**Dataset entries**
=-=-=-=-=

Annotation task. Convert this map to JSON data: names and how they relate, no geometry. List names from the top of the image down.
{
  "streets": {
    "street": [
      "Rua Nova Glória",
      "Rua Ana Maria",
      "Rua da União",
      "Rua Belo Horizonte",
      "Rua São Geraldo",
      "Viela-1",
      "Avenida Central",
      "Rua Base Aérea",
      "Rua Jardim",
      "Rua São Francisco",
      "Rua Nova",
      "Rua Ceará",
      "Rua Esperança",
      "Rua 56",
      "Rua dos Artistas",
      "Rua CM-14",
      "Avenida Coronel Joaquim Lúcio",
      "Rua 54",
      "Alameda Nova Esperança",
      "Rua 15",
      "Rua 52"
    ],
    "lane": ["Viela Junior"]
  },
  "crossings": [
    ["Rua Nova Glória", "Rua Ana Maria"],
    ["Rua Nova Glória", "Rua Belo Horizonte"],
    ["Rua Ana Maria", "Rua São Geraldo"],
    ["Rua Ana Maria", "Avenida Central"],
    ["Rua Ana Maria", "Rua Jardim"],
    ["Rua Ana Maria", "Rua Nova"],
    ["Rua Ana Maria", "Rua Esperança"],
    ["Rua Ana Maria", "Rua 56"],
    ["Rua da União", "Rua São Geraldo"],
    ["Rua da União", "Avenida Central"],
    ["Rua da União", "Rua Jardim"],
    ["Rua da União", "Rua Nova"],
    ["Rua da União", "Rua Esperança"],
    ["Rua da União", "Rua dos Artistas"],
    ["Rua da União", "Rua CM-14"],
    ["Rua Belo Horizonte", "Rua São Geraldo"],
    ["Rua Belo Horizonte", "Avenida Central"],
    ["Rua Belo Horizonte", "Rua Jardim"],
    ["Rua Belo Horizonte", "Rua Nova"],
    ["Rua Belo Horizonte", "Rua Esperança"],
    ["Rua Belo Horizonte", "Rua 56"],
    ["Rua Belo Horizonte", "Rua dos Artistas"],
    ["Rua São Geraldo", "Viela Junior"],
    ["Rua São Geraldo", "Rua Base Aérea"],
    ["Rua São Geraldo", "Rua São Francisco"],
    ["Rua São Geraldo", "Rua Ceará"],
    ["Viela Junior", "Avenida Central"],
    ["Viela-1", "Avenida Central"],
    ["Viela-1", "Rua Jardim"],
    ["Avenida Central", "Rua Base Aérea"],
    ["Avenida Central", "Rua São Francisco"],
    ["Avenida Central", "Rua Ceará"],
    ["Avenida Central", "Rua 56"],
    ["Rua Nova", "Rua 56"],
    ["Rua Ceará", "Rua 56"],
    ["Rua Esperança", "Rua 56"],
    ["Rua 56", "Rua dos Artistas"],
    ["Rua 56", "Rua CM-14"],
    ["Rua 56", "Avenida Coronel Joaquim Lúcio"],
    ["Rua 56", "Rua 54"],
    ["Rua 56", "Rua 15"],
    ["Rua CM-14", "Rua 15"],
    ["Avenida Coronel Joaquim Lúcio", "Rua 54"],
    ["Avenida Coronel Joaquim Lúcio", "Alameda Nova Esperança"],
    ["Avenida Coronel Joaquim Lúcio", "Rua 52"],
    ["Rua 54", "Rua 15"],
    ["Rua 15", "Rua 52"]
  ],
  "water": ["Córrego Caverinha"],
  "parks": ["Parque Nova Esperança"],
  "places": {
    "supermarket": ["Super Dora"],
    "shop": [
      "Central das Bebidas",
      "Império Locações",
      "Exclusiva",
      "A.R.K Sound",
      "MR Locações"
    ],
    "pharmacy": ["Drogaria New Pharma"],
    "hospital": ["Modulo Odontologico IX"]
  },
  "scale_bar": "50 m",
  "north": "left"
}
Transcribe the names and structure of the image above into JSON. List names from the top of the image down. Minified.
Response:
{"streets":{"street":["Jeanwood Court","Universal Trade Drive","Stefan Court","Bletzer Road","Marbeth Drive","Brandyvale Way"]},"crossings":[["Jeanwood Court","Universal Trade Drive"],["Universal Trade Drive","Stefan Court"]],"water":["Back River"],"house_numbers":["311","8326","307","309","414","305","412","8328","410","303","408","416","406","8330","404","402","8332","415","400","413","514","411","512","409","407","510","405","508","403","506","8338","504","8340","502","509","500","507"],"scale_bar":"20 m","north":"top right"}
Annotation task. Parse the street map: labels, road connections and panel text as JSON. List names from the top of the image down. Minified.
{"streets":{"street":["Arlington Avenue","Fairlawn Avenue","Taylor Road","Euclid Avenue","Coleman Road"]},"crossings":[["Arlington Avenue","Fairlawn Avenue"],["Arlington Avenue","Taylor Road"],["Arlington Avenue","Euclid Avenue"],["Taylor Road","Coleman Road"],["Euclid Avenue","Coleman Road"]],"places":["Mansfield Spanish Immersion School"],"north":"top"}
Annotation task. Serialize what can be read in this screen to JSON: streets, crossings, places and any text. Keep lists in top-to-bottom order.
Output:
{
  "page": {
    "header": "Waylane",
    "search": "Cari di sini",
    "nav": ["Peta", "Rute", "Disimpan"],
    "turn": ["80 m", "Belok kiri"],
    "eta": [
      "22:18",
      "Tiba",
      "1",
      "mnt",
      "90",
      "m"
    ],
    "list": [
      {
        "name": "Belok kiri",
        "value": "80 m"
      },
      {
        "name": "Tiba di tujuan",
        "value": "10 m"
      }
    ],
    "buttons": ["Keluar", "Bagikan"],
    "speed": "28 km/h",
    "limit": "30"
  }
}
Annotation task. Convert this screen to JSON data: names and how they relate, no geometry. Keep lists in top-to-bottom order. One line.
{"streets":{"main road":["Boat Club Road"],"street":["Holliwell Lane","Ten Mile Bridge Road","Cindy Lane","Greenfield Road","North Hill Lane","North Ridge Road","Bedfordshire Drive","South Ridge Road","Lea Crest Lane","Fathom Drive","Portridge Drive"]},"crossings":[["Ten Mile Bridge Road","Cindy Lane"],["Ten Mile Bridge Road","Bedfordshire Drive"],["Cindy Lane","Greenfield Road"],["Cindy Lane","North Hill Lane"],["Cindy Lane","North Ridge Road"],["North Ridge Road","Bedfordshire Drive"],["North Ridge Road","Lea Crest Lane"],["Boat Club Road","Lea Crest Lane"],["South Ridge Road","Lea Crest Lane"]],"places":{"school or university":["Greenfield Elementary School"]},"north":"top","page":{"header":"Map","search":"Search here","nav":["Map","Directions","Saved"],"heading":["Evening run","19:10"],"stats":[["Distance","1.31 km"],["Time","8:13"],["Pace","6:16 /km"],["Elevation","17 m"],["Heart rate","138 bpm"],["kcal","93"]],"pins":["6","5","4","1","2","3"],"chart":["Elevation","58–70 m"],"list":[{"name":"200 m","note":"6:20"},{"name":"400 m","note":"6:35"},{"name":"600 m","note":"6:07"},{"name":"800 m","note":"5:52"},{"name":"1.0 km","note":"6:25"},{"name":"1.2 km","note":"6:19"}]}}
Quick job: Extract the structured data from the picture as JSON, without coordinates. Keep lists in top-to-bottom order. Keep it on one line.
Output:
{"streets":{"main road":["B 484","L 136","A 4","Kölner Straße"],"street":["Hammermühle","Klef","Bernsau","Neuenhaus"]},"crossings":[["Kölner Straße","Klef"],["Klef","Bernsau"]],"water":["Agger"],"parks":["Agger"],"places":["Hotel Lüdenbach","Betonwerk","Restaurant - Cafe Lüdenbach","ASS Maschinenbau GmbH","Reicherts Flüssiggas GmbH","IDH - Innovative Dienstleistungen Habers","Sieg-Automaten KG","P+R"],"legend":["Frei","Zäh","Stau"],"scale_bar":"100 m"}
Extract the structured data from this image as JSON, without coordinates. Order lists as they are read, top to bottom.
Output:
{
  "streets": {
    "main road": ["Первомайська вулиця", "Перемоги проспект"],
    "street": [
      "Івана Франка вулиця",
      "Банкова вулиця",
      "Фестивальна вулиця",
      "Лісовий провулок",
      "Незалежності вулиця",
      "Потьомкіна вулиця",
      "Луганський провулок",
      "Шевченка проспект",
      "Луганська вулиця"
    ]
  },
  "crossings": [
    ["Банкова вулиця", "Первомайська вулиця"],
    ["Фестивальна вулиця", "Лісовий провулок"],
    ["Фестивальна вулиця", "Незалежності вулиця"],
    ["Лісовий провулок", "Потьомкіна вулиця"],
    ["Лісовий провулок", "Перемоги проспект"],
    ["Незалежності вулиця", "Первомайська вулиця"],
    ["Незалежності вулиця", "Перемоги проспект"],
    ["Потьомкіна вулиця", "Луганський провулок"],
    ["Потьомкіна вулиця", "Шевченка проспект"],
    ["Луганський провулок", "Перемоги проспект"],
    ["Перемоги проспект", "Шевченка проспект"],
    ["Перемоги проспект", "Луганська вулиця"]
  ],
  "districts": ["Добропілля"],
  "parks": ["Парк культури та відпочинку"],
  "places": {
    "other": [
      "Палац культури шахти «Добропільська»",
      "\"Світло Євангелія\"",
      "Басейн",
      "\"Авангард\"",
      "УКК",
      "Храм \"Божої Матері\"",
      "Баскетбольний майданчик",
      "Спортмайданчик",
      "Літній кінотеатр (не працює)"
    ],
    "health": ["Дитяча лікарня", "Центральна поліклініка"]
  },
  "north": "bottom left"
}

=-=-=-=-=

**Your goal**
Print, from the entries above, the line with "Quick job: Extract", the line with "Extract the structured data from this" and all lines between them, exactly and with nothing else.

**Solution below**
Quick job: Extract the structured data from the picture as JSON, without coordinates. Keep lists in top-to-bottom order. Keep it on one line.
Output:
{"streets":{"main road":["B 484","L 136","A 4","Kölner Straße"],"street":["Hammermühle","Klef","Bernsau","Neuenhaus"]},"crossings":[["Kölner Straße","Klef"],["Klef","Bernsau"]],"water":["Agger"],"parks":["Agger"],"places":["Hotel Lüdenbach","Betonwerk","Restaurant - Cafe Lüdenbach","ASS Maschinenbau GmbH","Reicherts Flüssiggas GmbH","IDH - Innovative Dienstleistungen Habers","Sieg-Automaten KG","P+R"],"legend":["Frei","Zäh","Stau"],"scale_bar":"100 m"}
Extract the structured data from this image as JSON, without coordinates. Order lists as they are read, top to bottom.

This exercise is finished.